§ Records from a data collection
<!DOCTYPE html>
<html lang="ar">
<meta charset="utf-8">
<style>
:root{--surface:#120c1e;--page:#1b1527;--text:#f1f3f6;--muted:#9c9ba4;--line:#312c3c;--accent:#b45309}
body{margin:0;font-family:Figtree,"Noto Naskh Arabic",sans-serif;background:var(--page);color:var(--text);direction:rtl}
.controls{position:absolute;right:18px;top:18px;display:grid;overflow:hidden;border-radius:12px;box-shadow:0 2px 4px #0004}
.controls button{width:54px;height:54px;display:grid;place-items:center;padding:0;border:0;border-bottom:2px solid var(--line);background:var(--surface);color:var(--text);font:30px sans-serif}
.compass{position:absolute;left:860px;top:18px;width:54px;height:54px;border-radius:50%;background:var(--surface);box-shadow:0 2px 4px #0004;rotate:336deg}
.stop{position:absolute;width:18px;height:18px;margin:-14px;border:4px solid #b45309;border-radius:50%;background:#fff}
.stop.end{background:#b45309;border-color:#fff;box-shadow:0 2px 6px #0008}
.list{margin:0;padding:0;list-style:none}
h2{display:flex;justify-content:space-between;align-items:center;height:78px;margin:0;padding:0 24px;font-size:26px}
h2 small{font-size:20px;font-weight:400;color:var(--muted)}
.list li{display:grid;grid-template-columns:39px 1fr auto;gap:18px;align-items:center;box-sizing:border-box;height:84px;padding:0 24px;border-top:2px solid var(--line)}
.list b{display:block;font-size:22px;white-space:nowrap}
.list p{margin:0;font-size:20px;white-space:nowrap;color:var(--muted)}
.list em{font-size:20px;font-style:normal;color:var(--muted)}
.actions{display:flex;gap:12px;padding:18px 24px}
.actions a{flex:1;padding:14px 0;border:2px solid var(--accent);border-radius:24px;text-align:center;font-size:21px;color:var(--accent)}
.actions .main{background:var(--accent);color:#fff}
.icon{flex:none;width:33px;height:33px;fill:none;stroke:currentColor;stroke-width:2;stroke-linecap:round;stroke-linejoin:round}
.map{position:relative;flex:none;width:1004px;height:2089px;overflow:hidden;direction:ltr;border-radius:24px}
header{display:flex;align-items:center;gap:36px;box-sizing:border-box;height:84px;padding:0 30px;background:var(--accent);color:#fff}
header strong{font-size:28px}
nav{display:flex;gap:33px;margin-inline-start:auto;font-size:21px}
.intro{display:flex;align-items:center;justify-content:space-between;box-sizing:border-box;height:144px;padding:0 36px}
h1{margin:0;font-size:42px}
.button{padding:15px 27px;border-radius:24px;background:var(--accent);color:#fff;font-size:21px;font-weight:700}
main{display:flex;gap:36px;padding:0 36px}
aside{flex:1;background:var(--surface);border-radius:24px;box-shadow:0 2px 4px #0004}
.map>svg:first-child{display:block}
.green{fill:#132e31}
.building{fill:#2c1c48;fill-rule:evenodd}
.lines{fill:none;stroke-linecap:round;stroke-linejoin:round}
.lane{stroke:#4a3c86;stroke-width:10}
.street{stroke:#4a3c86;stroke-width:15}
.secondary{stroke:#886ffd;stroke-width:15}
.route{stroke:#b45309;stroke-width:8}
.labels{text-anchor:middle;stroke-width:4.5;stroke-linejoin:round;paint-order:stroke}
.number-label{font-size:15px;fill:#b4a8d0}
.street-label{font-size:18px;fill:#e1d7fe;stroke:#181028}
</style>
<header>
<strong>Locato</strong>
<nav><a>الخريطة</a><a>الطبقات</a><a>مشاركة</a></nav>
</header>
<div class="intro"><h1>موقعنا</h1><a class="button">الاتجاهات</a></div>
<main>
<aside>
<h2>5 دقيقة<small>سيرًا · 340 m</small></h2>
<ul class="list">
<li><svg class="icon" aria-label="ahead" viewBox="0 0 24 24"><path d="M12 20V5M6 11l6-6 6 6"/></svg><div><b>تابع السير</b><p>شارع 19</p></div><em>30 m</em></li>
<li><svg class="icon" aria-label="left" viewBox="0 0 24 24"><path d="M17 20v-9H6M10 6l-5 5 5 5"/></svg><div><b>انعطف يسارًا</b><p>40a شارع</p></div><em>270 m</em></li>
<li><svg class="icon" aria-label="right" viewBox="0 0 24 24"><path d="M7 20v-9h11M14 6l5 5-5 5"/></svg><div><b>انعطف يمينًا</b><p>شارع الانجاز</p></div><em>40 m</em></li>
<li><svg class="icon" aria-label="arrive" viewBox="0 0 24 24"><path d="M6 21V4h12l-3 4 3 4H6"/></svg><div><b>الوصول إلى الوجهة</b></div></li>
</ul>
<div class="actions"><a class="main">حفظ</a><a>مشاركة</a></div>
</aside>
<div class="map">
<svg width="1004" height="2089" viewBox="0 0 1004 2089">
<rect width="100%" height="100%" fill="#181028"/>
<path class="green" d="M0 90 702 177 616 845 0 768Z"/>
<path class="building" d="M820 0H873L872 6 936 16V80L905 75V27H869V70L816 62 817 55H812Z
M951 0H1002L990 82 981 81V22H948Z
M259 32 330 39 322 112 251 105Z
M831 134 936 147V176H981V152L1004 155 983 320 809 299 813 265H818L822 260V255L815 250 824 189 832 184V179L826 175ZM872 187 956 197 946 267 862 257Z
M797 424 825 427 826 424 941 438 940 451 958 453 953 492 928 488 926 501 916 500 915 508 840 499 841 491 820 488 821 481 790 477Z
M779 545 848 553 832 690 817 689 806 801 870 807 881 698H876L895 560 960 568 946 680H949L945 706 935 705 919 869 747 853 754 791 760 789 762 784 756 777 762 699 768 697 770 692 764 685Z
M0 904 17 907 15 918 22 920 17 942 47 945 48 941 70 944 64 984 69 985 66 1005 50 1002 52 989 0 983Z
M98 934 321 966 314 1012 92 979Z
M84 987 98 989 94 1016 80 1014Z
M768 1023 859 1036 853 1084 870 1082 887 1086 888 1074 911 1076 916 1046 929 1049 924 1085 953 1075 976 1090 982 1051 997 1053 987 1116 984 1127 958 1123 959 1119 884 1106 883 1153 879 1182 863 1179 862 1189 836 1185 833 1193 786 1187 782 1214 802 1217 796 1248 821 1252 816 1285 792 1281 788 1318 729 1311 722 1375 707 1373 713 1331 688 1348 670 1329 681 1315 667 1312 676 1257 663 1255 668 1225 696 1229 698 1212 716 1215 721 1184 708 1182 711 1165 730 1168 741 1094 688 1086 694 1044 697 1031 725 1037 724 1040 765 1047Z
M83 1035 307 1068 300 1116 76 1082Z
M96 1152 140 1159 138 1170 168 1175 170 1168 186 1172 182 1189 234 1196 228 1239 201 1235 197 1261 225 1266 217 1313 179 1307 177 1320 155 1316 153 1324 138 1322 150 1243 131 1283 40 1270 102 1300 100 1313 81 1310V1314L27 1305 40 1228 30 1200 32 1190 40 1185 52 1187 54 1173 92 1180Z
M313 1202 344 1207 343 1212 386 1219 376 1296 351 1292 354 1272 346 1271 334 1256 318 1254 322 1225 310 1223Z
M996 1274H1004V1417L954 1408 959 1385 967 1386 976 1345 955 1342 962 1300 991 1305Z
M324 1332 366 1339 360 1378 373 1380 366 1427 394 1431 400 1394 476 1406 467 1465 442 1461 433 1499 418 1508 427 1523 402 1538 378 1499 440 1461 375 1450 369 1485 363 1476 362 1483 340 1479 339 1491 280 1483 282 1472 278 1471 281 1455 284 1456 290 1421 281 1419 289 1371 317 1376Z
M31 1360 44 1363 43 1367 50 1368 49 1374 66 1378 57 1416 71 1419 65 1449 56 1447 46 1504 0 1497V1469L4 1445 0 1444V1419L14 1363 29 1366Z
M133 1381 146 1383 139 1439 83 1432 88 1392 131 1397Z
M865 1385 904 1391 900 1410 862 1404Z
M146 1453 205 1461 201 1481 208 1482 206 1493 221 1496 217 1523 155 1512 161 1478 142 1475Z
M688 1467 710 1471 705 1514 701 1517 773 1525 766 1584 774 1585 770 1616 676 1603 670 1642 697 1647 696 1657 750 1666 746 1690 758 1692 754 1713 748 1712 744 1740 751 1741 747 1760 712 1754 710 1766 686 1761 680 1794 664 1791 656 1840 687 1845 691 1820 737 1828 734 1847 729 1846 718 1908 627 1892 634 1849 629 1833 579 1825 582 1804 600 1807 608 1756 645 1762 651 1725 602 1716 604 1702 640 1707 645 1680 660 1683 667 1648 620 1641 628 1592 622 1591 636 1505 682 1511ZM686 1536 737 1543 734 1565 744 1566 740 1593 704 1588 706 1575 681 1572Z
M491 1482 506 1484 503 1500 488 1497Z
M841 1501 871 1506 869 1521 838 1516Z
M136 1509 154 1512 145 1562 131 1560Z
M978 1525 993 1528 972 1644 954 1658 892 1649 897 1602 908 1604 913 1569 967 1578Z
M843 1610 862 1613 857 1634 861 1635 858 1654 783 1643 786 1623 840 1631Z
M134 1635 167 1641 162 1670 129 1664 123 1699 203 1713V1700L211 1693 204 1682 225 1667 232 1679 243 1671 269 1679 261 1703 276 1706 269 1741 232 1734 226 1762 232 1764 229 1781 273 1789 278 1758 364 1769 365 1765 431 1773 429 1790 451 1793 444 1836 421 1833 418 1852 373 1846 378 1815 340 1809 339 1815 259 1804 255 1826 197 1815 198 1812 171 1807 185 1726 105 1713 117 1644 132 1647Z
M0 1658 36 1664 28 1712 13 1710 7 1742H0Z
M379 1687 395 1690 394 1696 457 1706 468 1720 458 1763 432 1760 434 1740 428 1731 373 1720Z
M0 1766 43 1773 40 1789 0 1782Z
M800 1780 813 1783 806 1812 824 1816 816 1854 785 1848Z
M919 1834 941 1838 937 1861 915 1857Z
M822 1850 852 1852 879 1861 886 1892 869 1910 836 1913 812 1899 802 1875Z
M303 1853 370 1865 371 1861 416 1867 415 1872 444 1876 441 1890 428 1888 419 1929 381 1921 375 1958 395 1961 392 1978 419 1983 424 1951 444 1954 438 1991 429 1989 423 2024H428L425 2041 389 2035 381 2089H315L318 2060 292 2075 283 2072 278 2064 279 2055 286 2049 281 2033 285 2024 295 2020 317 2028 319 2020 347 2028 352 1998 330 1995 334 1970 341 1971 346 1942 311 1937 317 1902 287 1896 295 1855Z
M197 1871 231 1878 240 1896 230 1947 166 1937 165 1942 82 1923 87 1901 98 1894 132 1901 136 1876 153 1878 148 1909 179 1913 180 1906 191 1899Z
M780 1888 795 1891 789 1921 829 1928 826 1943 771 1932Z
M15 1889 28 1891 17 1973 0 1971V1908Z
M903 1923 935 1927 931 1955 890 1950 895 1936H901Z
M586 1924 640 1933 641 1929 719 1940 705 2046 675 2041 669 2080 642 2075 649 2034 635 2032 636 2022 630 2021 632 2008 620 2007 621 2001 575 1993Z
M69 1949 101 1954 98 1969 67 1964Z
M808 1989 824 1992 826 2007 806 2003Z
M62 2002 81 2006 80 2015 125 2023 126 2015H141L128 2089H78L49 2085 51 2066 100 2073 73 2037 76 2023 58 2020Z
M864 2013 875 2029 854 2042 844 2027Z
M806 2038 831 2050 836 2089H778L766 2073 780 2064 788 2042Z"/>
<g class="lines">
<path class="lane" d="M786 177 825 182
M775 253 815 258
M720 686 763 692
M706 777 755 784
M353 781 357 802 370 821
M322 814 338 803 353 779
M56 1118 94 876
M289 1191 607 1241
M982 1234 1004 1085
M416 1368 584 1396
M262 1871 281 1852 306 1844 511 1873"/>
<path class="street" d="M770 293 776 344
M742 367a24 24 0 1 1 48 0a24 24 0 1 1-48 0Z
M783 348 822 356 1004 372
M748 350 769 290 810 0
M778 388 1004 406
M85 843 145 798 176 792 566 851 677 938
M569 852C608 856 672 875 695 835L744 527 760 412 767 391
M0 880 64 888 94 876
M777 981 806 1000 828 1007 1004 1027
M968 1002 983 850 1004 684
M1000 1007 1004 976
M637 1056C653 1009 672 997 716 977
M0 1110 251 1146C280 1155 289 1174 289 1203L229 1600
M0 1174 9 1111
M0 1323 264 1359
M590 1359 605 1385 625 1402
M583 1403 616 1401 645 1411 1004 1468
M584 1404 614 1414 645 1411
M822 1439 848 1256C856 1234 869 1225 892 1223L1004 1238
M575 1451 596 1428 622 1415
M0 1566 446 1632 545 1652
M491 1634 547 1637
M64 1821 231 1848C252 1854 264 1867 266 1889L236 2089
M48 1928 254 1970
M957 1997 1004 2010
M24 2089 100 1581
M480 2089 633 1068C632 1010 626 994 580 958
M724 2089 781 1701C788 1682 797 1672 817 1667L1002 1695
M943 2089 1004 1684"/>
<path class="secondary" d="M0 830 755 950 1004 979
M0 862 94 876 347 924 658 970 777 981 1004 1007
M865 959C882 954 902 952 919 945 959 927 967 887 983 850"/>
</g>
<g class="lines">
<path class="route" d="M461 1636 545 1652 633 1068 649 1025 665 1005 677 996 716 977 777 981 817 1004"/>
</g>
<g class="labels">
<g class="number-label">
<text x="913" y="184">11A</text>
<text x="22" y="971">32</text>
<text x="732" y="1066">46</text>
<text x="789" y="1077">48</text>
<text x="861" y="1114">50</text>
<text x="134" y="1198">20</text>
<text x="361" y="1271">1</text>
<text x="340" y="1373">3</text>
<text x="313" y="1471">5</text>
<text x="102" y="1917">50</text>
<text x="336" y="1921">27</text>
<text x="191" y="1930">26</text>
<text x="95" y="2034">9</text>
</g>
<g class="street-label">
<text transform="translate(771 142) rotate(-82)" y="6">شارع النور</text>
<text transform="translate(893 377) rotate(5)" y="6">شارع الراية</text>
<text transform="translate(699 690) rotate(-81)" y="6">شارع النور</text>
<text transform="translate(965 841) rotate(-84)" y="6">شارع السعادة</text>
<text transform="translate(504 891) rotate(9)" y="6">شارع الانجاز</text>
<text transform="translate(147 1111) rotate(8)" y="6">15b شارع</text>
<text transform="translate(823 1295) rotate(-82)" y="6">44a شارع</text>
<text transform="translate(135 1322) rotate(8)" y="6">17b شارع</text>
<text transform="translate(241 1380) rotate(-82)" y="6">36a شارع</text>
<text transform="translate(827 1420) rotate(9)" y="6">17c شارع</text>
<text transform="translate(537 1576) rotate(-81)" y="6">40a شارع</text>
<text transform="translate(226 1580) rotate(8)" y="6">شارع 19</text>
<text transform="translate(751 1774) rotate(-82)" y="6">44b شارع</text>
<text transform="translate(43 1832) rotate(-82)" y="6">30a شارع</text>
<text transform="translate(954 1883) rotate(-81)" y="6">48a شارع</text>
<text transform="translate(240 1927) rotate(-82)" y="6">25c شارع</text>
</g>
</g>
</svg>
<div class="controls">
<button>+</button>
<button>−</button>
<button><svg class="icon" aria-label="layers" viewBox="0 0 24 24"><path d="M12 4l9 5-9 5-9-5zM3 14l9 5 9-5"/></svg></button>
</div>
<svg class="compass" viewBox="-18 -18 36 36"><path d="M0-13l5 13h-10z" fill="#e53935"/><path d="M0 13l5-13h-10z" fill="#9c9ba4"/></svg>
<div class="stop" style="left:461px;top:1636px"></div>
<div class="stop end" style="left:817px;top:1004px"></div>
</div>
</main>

§ Work task
A line qualifies when it holds the word "header"; report all qualifying lines from the records above.

§ Expected answer
header{display:flex;align-items:center;gap:36px;box-sizing:border-box;height:84px;padding:0 30px;background:var(--accent);color:#fff}
header strong{font-size:28px}
<header>
</header>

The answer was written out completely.